[Exercise inputs Boundary: Start]

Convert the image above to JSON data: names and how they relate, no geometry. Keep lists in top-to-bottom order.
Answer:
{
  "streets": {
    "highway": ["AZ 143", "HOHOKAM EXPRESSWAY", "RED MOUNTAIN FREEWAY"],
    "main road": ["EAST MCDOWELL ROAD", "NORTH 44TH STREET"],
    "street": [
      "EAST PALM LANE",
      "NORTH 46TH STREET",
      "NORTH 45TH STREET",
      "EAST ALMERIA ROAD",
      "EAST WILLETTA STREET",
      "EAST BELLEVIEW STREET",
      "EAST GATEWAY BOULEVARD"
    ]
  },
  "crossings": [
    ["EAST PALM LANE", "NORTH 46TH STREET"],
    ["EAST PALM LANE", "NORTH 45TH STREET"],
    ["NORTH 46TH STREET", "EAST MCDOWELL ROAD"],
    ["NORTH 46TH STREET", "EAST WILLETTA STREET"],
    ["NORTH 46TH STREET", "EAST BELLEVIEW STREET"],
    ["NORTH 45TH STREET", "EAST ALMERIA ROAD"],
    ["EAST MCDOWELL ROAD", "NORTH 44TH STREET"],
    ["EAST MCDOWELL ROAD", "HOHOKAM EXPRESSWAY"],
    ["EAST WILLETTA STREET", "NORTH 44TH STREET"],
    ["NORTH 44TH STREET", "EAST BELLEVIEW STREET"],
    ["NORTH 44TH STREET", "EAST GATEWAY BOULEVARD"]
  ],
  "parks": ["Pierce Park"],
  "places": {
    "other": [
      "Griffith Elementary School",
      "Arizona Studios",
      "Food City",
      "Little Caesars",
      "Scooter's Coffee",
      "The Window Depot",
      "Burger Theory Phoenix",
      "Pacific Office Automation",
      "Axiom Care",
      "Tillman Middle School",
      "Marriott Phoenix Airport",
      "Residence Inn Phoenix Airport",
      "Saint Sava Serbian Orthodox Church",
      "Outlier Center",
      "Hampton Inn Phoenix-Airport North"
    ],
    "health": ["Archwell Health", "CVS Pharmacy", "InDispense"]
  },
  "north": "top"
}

[Exercise inputs Boundary: End]

● Your assignment
Each entry above is to be transcribed exactly as it was written.

● Answer to the exercise
Convert the image above to JSON data: names and how they relate, no geometry. Keep lists in top-to-bottom order.
Answer:
{
  "streets": {
    "highway": ["AZ 143", "HOHOKAM EXPRESSWAY", "RED MOUNTAIN FREEWAY"],
    "main road": ["EAST MCDOWELL ROAD", "NORTH 44TH STREET"],
    "street": [
      "EAST PALM LANE",
      "NORTH 46TH STREET",
      "NORTH 45TH STREET",
      "EAST ALMERIA ROAD",
      "EAST WILLETTA STREET",
      "EAST BELLEVIEW STREET",
      "EAST GATEWAY BOULEVARD"
    ]
  },
  "crossings": [
    ["EAST PALM LANE", "NORTH 46TH STREET"],
    ["EAST PALM LANE", "NORTH 45TH STREET"],
    ["NORTH 46TH STREET", "EAST MCDOWELL ROAD"],
    ["NORTH 46TH STREET", "EAST WILLETTA STREET"],
    ["NORTH 46TH STREET", "EAST BELLEVIEW STREET"],
    ["NORTH 45TH STREET", "EAST ALMERIA ROAD"],
    ["EAST MCDOWELL ROAD", "NORTH 44TH STREET"],
    ["EAST MCDOWELL ROAD", "HOHOKAM EXPRESSWAY"],
    ["EAST WILLETTA STREET", "NORTH 44TH STREET"],
    ["NORTH 44TH STREET", "EAST BELLEVIEW STREET"],
    ["NORTH 44TH STREET", "EAST GATEWAY BOULEVARD"]
  ],
  "parks": ["Pierce Park"],
  "places": {
    "other": [
      "Griffith Elementary School",
      "Arizona Studios",
      "Food City",
      "Little Caesars",
      "Scooter's Coffee",
      "The Window Depot",
      "Burger Theory Phoenix",
      "Pacific Office Automation",
      "Axiom Care",
      "Tillman Middle School",
      "Marriott Phoenix Airport",
      "Residence Inn Phoenix Airport",
      "Saint Sava Serbian Orthodox Church",
      "Outlier Center",
      "Hampton Inn Phoenix-Airport North"
    ],
    "health": ["Archwell Health", "CVS Pharmacy", "InDispense"]
  },
  "north": "top"
}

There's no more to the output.